Consider two probability spaces, e.g.,
Probability space 1:
the sample space $\Omega_1\equiv[0,1]$
the $\sigma$-algebra equal to the Borel $\sigma$-algebra on $[0,1]$, $\mathcal{B}([0,1])$
the measure $\mathbb{P}_1:\mathcal{B}([0,1])\rightarrow [0,1]$
Probability space 2:
the sample space $\Omega_2\equiv[0,2]$
the $\sigma$-algebra equal to the Borel $\sigma$-algebra on $[0,2]$, $\mathcal{B}([0,2])$
the measure $\mathbb{P}_2:\mathcal{B}([0,2])\rightarrow [0,2]$
What can I say about the $\sigma$-algebra $\mathcal{F}_3$ and the probability measure $\mathbb{P}_3$ of the cartesian product $\Omega_3\equiv\Omega_1\times \Omega_2$? Is it obvious that
$$
\mathbb{P}_3\equiv \mathbb{P}_1\times \mathbb{P}_2
$$
and
$$
\mathcal{F}_3\equiv \mathcal{B}([0,1])\times \mathcal{B}([0,2])
$$
or it is just one of the million possible assumptions we could make
?
When someone refers to the product $\Omega_3=\Omega_1\times \Omega_2$ as a probability space, that always means they are taking the product $\sigma$-algebra and product measure unless the context makes it clear they mean something else.
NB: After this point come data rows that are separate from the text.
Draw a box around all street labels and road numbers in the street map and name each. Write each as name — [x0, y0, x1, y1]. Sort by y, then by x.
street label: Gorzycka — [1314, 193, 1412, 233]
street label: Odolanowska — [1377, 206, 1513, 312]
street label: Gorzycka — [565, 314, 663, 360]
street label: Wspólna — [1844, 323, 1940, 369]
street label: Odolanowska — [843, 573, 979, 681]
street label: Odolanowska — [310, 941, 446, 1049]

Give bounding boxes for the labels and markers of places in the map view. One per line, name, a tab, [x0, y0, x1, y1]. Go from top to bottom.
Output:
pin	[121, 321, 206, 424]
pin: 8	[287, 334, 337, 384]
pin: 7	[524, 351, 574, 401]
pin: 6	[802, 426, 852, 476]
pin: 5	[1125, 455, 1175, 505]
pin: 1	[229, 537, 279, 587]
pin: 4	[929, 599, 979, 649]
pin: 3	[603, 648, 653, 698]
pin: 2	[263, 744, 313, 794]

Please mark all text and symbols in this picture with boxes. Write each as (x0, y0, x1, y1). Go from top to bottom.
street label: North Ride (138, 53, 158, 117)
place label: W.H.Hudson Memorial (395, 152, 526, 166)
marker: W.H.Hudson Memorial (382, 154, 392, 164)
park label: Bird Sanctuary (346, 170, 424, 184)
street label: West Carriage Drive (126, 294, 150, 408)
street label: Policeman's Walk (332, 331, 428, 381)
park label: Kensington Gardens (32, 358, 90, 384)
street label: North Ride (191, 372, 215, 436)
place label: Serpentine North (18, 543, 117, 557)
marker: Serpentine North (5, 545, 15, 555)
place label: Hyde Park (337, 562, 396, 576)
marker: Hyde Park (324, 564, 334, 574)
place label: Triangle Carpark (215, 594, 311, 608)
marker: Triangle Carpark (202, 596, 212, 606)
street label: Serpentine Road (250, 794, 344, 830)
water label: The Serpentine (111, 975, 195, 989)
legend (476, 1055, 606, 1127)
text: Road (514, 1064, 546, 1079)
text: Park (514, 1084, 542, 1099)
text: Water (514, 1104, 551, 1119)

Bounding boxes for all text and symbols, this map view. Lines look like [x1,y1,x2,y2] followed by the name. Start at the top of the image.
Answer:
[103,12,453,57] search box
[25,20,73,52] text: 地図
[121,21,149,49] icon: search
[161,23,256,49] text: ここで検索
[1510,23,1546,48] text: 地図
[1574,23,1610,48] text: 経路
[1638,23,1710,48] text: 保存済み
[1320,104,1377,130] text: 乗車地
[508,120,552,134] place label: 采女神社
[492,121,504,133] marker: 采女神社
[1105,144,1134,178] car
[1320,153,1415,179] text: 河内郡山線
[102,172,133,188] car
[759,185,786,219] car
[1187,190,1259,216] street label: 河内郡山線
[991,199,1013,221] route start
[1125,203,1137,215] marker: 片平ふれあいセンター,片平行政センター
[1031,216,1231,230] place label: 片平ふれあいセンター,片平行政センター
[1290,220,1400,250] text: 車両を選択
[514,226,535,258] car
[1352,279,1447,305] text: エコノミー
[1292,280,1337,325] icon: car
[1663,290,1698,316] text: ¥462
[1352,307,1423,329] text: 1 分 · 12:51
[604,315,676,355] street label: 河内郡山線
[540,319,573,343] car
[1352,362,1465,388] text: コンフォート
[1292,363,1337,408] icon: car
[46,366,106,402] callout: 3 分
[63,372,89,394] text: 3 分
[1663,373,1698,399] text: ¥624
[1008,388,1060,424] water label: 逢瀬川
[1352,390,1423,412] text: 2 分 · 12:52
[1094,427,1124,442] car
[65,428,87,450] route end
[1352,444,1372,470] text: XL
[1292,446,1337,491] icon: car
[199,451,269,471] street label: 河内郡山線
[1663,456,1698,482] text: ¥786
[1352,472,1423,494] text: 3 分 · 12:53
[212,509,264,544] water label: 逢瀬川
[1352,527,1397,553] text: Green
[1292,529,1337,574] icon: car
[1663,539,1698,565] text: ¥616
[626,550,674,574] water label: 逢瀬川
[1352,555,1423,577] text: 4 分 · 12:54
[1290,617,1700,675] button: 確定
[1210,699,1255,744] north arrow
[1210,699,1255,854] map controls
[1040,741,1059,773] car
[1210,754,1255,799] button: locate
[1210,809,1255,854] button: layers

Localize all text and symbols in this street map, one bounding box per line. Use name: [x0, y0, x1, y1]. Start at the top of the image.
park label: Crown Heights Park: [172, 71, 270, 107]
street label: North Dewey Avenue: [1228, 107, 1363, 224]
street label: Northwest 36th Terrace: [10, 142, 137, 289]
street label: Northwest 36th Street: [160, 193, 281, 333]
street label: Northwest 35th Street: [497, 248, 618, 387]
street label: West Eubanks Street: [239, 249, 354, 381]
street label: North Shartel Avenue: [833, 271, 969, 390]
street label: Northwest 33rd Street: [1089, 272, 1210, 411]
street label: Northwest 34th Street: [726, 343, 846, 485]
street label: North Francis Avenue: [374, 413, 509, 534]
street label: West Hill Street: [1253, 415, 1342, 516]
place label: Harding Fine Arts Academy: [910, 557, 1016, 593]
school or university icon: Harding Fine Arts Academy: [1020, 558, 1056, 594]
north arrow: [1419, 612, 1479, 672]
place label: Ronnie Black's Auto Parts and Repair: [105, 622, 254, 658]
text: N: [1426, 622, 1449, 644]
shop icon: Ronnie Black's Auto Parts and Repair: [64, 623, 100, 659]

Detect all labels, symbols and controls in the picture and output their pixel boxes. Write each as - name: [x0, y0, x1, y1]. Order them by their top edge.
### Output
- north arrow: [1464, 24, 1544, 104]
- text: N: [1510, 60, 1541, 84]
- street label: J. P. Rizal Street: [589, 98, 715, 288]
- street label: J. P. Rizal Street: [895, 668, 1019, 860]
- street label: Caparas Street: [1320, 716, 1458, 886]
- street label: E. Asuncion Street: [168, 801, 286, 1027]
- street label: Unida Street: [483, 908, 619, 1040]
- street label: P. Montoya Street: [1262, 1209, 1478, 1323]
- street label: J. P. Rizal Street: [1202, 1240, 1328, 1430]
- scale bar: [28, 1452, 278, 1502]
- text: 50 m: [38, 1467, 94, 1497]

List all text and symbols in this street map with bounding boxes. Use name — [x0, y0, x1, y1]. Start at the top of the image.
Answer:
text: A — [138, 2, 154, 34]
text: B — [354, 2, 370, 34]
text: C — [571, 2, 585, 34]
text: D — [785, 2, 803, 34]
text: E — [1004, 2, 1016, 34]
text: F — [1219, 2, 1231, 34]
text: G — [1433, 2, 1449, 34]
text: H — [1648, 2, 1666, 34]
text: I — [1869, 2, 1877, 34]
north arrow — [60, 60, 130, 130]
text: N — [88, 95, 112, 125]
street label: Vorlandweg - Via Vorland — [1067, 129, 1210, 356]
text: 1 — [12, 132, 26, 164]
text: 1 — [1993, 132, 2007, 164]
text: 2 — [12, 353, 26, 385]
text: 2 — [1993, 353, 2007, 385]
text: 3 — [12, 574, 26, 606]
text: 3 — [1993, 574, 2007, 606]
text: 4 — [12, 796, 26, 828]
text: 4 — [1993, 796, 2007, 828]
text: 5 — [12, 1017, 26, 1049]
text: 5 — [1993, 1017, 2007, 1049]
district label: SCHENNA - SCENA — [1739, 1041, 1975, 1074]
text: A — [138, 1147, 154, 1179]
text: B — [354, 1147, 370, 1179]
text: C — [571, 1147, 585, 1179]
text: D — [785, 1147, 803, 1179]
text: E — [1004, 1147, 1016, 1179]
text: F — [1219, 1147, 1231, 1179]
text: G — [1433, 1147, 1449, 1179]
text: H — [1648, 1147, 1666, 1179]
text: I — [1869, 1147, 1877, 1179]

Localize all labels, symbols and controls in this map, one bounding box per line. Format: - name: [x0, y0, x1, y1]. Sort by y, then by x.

That said, it's certainly not true that this is the only possible probability space structure on the set $\Omega_1\times\Omega_2$. It's just the natural one that comes from the given probability space structures on $\Omega_1$ and $\Omega_2$, and so by convention this is the "default" structure to use if you don't say otherwise.